4. The method for cleaning the surface of a magnesium alloy ingot according to claim 1, characterized in that: in the second step, the addition amount of the alkyd resin curing agent is 10-12% of the mass of the alkyd resin in the first step.

5. The method for cleaning the surface of a magnesium alloy ingot according to claim 1, characterized in that: in the second step, the thickness of the wrapping layer is 300-400 μm.

6. The method for cleaning the surface of a magnesium alloy ingot according to claim 1, characterized in that: in the third step, the drying time is 10-15 minutes.

7. The method for cleaning the surface of a magnesium alloy ingot according to claim 1, characterized in that: in the third step, the temperature is reduced to 3-4 ℃/s after drying.

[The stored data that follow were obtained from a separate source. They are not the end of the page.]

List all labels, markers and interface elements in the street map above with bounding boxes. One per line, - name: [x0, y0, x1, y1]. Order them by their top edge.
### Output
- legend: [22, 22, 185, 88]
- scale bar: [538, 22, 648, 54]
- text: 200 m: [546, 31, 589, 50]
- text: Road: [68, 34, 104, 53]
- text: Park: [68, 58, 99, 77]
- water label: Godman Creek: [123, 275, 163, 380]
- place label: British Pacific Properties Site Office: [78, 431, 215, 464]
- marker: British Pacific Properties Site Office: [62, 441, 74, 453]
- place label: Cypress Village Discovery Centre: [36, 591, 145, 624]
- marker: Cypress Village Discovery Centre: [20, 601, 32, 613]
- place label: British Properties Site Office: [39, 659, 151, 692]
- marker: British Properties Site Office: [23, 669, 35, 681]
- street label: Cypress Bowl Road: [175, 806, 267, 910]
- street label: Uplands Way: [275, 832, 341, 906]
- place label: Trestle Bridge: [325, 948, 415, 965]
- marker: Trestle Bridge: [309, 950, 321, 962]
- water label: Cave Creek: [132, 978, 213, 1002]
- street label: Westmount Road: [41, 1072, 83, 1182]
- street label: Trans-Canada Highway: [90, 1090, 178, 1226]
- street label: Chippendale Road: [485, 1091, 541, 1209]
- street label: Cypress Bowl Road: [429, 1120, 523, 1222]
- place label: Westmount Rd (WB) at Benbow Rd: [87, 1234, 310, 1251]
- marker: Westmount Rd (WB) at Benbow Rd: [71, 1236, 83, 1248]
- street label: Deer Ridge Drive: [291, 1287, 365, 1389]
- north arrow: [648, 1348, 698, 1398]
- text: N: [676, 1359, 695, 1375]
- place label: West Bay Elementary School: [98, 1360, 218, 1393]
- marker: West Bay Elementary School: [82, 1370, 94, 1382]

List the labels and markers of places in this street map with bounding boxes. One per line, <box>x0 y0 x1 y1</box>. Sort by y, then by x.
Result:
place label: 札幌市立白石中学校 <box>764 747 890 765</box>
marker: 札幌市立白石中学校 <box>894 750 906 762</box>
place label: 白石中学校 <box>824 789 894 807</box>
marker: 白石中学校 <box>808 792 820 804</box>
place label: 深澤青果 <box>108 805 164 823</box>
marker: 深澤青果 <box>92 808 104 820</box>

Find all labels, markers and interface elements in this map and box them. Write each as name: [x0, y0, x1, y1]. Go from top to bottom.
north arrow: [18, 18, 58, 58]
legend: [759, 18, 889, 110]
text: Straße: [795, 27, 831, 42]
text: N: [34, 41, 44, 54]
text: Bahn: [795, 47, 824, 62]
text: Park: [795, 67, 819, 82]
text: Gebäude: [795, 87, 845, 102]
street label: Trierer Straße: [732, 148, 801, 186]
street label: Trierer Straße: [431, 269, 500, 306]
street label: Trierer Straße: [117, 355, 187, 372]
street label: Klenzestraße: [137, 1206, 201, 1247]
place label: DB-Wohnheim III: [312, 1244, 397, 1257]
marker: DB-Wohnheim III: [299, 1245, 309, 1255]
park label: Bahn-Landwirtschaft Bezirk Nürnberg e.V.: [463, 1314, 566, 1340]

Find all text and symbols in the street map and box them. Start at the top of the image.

8. The method for cleaning the surface of a magnesium alloy ingot according to claim 1, characterized in that: in the third step, the hardness of the dried coating layer is in the range of 2B-2H in terms of pencil hardness.

9. The method for cleaning the surface of a magnesium alloy ingot according to claim 1, characterized in that: in the third step, the hardness of the dried coating layer is HB, F or H in terms of pencil hardness.